Yes he has a label now, but it’s the right label. Not the ‘naughty’ label, or the ‘spoilt child’ label. And it has freed me of the shackles I felt for years too. I felt like I walked around with a ‘bad parent’ neon sign flashing above my head half the time as people stared at us in the supermarket. Or I was the ‘pushy parent’ when he refused to go to school and I had to fight for accommodations to be made for him.
But you see now the world can understand my son due to his ‘label’ of being Autistic, he is so much happier as a result. It opened doors that allowed us to get the right support for him. Thanks to his diagnosis now other people can now see how much he has to offer the world too. And that is why a diagnosis is so important for children like my son. Because otherwise he would have continued being misunderstood and labelled in all the wrong ways.
So the bottom line is that the long wait not only affected my son, but it affected me deeply, and there is no easy answer I’m afraid to say, it sucks! The waiting lists in the UK are appallingly long and I wish I could tell you otherwise but I can’t.
But mums what I can tell you is this – please believe me when I say that there is light at the end of the tunnel. I learned that I had to believe in myself, and you will learn that too I promise! You are a good mum and your gut instincts are always right, just like we instinctively know what to do with our babies, nothing has changed just because they have grown up a bit.
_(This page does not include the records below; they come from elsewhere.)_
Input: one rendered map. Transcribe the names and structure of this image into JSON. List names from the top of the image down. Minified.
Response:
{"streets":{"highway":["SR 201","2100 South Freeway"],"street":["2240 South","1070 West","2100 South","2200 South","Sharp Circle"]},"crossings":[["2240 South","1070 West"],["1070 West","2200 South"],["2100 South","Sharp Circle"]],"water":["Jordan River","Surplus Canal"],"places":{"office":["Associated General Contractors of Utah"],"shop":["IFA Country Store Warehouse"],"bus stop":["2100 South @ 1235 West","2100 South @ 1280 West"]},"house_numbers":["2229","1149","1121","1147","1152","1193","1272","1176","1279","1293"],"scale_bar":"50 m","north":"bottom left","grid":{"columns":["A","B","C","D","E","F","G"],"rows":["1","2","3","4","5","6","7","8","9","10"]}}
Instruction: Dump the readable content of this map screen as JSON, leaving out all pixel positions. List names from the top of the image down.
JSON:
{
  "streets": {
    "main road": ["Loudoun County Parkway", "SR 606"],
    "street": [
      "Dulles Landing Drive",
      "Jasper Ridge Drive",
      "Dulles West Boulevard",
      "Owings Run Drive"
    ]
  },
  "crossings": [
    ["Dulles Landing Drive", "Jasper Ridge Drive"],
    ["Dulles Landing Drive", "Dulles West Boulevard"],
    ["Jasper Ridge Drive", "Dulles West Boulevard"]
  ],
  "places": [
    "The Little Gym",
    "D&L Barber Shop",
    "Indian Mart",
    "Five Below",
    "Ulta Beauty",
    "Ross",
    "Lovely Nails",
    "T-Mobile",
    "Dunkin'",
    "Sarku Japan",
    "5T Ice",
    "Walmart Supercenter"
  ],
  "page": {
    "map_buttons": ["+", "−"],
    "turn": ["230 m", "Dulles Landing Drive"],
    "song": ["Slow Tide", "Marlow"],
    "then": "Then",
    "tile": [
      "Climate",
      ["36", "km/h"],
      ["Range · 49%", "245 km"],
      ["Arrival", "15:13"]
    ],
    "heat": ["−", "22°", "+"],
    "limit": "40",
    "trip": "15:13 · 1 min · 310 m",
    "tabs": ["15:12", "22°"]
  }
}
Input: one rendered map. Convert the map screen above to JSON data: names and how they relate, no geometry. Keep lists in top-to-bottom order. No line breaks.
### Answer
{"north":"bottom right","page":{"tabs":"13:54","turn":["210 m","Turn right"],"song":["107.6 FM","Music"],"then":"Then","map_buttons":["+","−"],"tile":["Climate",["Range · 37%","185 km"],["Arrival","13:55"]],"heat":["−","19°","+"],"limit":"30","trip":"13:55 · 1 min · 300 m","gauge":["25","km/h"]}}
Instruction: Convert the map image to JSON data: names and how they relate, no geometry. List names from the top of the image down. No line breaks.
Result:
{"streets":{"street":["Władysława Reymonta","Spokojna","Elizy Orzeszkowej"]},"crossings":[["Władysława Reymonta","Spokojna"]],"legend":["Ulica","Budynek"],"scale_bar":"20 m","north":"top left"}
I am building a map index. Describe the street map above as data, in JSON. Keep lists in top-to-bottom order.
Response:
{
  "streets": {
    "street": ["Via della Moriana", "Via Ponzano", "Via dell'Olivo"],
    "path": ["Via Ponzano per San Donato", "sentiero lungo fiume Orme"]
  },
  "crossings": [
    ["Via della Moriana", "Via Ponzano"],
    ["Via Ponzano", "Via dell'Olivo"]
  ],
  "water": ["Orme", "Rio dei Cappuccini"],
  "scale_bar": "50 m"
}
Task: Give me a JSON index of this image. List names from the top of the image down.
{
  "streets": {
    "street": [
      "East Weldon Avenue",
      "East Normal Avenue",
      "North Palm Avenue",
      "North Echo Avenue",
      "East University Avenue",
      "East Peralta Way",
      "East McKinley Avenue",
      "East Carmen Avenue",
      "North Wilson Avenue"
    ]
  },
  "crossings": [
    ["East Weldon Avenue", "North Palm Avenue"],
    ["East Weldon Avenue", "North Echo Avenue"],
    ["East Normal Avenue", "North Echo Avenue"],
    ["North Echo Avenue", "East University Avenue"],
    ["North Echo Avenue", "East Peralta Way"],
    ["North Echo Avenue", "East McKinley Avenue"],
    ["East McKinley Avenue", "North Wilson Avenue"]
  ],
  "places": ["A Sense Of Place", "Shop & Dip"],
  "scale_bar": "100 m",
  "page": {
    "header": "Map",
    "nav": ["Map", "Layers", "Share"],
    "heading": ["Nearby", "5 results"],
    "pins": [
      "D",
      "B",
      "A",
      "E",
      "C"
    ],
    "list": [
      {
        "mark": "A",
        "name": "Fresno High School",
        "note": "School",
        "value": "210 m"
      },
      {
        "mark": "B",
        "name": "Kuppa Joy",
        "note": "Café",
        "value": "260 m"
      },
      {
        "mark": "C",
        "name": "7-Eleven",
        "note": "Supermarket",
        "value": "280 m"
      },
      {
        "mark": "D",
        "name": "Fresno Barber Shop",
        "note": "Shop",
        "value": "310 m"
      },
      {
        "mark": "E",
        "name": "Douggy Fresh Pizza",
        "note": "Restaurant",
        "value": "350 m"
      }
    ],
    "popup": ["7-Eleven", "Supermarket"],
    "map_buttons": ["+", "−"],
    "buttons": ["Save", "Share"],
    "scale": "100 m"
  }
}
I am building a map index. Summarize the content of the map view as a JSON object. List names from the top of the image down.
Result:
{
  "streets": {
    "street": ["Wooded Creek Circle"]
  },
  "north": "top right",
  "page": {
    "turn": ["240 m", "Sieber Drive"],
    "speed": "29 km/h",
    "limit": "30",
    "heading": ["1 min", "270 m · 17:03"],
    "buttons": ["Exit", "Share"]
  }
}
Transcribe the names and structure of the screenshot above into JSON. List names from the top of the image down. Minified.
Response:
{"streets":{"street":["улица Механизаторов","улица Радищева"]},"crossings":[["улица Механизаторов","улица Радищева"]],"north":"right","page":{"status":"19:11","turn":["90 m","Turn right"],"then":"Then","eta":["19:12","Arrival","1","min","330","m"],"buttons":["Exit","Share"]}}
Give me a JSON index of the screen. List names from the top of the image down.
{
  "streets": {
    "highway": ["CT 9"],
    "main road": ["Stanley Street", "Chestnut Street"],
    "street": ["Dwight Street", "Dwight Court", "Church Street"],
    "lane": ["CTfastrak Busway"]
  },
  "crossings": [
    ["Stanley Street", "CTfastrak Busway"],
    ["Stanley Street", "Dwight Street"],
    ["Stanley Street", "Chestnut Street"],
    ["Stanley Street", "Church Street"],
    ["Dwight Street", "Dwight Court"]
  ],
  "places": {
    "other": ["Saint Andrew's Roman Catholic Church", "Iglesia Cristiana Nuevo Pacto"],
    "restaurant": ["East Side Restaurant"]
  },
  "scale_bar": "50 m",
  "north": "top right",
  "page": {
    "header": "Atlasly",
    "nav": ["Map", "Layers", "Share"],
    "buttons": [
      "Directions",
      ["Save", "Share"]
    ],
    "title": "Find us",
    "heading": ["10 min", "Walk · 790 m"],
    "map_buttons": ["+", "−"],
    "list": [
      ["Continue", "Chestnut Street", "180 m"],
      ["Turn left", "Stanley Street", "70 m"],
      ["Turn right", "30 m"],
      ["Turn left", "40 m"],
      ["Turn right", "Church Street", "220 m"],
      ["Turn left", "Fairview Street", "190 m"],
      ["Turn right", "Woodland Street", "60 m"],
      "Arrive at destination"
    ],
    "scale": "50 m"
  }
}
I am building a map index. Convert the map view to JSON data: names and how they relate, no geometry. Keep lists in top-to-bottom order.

And please know that your opinions as a mum are 100% valid and worthy of being heard, no matter what labels your child has been given or how long you are waiting for answers.
And if there are any professionals reading this, please try and see beyond the labels, both my child’s and mine as a mum.
That mum may be labelled as a pushy parent, or come across as defensive in meetings. But it’s probably because inside she’s feel intimidated by you all sat at the table like you’re ready to interview her. She may have had years fighting a system that struggles to view things from her child’s point of view. She may have sat at meeting after meeting having to listen to all the things her child can’t do when she knows how much he is capable of if they could only see it. Maybe she’s worn down by judgements and feeling like her opinion isn’t valid. And maybe all she actually needs is for someone to say to her that they don’t have a magic wand to make it all better, but that they hold value in what she has to say and that they are really listening to her.
Because after all she is just a mother. A mother doing her best. A mother who held her baby in her arms all those years ago with such hope and dreams for the future. And no matter what labels her child is given she loves him all the more, more than life itself.
Read more from Mrs M. at her brilliant blogspot here and vibrant Facebook page here.
So true mothers do know their children best and sadly this is a story that is replicated up and down the country. Thanks for taking the time to share your story
I agree with you Denise. My son is 5yrs old and he still hasn’t had a diagnosis. He does have some autistic traits but they believe is may have selective mutism. My 15yr old daughter has ADD combined with higher executive function disorder and I have had very little support with her. She is in her last year at school and she still struggles. The school doesn’t seem to help and the paediatricians take too long. I’ve know since she was 8 that something wasn’t right but no-one listened. They should listen to the mother’s more as they know their children.
Children and young people on the Autistic Spectrum are very much the forgotten people. Everything takes forever, appointments, assessments and that’s before someone is brave enough to give a diagnosis. Parents do not get enough support!